Today at a glance.
- The other Four Eyes wait for the UK's decision on Huawei.
- Turkey enters the cyber espionage ring.
- A nominally independent news site is unmasked as part of an Iranian influence operation.
- New York State considers legislation barring use of public funds to pay extortionists conducting ransomware attacks.
Huawei enters its British endgame.
The US continues to try to persuade the British Government that Huawei ought not to be permitted into Britain’s 5G buildout, a warning that’s resonated with security hawks in the UK. The Guardian reports that US Secretary of State Pompeo has urged the British Cabinet to recognize Huawei as a threat to sovereignty. In this he quotes British Member of Parliament Tom Tugenhat, who recently said that “Sovereignty means control of data as much as land. We need to decide what we’re willing to invest in and who were willing to share our tech with. The real costs will come later if we get this wrong and allow Huawei to run 5G.” The US advice is being strongly seconded by Australia, as Axios reports.
Turkey’s debut as a cyber espionage power.
A regional power, but a power nonetheless.

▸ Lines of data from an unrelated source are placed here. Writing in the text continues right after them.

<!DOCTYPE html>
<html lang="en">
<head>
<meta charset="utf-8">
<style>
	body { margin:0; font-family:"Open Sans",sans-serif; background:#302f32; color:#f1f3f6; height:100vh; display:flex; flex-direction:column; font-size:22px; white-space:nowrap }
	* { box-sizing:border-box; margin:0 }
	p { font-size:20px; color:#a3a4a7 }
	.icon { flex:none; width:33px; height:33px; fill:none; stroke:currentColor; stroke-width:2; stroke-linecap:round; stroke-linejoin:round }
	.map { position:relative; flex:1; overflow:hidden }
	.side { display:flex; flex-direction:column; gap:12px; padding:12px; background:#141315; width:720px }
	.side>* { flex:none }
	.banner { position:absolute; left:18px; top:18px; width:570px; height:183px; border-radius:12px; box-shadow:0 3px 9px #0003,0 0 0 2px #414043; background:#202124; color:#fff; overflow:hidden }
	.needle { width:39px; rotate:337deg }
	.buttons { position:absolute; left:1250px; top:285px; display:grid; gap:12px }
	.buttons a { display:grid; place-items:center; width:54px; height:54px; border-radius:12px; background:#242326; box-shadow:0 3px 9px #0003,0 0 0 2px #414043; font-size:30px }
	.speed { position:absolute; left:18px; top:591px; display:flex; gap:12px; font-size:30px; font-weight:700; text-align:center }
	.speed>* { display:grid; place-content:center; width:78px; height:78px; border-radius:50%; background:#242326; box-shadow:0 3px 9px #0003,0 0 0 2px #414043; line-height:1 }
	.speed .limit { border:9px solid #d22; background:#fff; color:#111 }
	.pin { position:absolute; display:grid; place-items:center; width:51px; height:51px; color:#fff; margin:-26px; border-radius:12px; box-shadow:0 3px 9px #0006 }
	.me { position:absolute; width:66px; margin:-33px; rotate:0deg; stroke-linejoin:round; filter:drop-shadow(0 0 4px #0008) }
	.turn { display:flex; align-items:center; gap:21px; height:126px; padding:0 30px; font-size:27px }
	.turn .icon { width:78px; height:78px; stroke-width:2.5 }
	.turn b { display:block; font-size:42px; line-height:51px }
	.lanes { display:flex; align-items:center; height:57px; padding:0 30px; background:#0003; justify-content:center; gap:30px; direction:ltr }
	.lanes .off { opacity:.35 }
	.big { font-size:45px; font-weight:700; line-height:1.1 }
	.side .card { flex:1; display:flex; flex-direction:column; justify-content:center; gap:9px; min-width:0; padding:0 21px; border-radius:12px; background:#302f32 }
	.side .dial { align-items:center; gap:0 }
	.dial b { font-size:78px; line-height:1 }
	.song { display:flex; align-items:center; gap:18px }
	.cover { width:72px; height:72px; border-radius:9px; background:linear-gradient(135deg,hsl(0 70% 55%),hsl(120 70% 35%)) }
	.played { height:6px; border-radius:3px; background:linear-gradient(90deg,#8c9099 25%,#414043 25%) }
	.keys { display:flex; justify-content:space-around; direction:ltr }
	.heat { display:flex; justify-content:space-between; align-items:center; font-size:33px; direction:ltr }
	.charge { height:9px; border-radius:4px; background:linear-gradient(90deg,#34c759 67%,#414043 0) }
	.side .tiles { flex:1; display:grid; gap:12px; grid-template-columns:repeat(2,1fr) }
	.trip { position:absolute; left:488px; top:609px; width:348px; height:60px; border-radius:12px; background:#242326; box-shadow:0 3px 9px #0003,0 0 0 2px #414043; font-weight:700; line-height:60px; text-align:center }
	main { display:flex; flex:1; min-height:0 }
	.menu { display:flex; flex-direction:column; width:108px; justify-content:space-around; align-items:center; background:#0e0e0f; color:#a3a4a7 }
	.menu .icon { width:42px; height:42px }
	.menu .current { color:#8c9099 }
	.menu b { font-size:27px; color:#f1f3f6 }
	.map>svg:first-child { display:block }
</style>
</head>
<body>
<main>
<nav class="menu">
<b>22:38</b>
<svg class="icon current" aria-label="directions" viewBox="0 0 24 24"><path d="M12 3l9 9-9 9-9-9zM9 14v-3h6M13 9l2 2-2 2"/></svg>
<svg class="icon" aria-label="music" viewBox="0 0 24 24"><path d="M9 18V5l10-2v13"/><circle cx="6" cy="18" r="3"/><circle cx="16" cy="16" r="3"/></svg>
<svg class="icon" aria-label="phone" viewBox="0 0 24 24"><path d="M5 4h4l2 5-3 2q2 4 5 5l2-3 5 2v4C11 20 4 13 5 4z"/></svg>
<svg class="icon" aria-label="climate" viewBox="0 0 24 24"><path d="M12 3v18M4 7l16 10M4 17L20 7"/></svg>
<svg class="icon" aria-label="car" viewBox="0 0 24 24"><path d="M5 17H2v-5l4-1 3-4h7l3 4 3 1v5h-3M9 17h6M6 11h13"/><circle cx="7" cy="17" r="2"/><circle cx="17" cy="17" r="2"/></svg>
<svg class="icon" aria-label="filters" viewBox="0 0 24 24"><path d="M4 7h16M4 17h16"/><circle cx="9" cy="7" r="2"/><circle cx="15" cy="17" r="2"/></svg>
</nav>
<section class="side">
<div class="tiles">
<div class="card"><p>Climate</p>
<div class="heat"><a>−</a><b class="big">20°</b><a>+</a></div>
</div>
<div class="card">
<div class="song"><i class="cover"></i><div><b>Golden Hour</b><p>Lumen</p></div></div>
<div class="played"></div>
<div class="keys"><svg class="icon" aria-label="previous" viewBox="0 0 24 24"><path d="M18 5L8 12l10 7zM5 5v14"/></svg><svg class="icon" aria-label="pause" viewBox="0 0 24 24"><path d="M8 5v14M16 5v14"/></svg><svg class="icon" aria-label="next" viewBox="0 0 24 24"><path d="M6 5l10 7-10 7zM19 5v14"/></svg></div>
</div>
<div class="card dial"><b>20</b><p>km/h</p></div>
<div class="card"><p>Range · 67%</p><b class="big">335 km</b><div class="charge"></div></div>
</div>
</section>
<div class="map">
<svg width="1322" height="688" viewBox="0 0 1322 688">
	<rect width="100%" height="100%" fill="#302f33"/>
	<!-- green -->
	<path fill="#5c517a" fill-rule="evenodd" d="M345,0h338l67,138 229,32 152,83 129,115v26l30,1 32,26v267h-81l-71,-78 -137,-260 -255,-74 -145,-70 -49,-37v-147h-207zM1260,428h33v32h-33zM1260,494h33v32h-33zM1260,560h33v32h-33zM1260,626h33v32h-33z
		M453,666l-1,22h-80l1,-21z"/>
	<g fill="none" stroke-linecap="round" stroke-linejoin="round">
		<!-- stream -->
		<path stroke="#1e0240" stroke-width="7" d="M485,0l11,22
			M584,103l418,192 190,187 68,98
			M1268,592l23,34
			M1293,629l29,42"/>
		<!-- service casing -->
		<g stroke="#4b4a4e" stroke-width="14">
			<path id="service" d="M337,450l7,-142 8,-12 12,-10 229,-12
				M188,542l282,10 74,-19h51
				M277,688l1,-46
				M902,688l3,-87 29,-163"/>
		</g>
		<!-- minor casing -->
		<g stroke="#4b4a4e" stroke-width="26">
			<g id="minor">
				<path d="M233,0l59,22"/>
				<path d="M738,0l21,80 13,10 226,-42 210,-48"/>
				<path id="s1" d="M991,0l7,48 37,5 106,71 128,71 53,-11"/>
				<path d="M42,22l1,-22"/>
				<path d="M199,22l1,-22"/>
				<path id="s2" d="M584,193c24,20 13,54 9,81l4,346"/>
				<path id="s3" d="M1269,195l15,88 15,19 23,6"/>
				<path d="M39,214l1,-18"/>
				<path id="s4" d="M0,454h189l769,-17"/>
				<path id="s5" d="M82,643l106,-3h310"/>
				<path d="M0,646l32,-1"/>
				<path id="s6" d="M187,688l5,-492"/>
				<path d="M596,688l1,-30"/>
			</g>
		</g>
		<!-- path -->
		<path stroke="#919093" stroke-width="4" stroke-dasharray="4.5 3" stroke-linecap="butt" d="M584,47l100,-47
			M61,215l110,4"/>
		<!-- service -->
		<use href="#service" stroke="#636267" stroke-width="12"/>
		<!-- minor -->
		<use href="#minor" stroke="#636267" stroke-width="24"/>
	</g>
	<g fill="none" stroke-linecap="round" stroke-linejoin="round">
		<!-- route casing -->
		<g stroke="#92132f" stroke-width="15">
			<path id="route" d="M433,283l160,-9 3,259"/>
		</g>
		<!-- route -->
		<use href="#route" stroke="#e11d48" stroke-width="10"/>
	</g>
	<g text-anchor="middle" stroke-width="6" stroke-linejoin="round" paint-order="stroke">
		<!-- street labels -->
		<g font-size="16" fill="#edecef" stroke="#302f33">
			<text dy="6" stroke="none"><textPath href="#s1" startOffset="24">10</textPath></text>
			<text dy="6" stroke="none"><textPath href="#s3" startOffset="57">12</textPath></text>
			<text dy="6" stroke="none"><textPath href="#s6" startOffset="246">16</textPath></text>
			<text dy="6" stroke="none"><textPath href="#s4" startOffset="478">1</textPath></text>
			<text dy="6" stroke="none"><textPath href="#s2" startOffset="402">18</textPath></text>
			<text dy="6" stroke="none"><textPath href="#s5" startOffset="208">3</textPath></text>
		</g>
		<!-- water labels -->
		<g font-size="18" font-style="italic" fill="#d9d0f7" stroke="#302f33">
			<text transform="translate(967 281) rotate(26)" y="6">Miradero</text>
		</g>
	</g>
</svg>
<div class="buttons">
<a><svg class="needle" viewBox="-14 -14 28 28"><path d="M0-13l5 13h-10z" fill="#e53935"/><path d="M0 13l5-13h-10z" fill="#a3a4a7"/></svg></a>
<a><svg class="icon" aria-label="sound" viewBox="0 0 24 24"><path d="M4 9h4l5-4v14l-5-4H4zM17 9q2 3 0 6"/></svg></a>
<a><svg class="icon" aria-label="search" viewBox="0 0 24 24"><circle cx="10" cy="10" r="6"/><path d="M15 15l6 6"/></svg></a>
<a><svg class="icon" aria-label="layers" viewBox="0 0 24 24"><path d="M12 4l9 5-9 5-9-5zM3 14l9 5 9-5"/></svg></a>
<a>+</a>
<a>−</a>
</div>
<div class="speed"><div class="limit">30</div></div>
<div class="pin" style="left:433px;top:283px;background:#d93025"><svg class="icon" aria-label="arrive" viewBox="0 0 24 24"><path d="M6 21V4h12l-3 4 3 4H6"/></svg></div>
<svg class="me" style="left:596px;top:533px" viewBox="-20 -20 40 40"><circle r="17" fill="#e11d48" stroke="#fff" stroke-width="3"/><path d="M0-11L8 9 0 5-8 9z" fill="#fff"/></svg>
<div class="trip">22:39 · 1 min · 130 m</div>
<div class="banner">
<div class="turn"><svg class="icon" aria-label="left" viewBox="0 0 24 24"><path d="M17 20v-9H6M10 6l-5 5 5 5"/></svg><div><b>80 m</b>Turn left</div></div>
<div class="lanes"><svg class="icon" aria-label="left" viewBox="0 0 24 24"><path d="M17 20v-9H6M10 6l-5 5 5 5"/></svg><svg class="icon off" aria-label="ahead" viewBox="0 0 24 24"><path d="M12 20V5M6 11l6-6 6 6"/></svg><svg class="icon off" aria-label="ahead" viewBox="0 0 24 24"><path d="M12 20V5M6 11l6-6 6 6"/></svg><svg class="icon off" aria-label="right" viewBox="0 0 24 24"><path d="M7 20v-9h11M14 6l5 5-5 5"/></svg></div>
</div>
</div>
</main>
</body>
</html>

Reuters, relying on unidentified officials in the British and US governments, reports that a cyber espionage campaign against targets in Europe and the Middle East is in all likelihood the work of “hackers acting in the interests of the Turkish government.” The DNS-hijacking campaign targeted thirty organizations, including government agencies in Albania, Greece, Iraq, and Cyprus. There were also some non-governmental organizations among the targets, and some of these were domestic groups. The targets were, as Reuters puts it, of “geopolitical interest to Turkey.” Reuters’ sources concluded on circumstantial grounds of interest, opportunity, and operational technique, that “the activity bears the hallmarks of a state-backed cyber espionage operation conducted to advance Turkish interests.”
Disinformation, Tehran-style.
The American Herald Tribune, an online media outlet established in 2015 that represents itself as an independent news voice (and whose name recalls one of the storied newspapers in US history--the original Herald Tribune was formed from the merger of James Gordon Bennett Sr.’s Herald and Horace Greeley’s Tribune), is said, by CNN, to be part of an Iranian influence campaign. Facebook told CNN that they have discerned close connections between the American Herald Tribune and Iranian state media, and FireEye has long assessed “with moderate confidence” that the outlet is run from Tehran. They do publish in English, and they do hire Americans to write their content.
New York State may prohibit ransomware payments.
Two bills under consideration in Albany, Naked Security says, would bar the use of public funds for purposes of paying ransomware. This may be, right now at any rate, a harder sell than it would have been a couple of years ago, and the bills' supporters acknowledge that this may well be the case, but that in the long run making ransomware less profitable will tend to make it less common.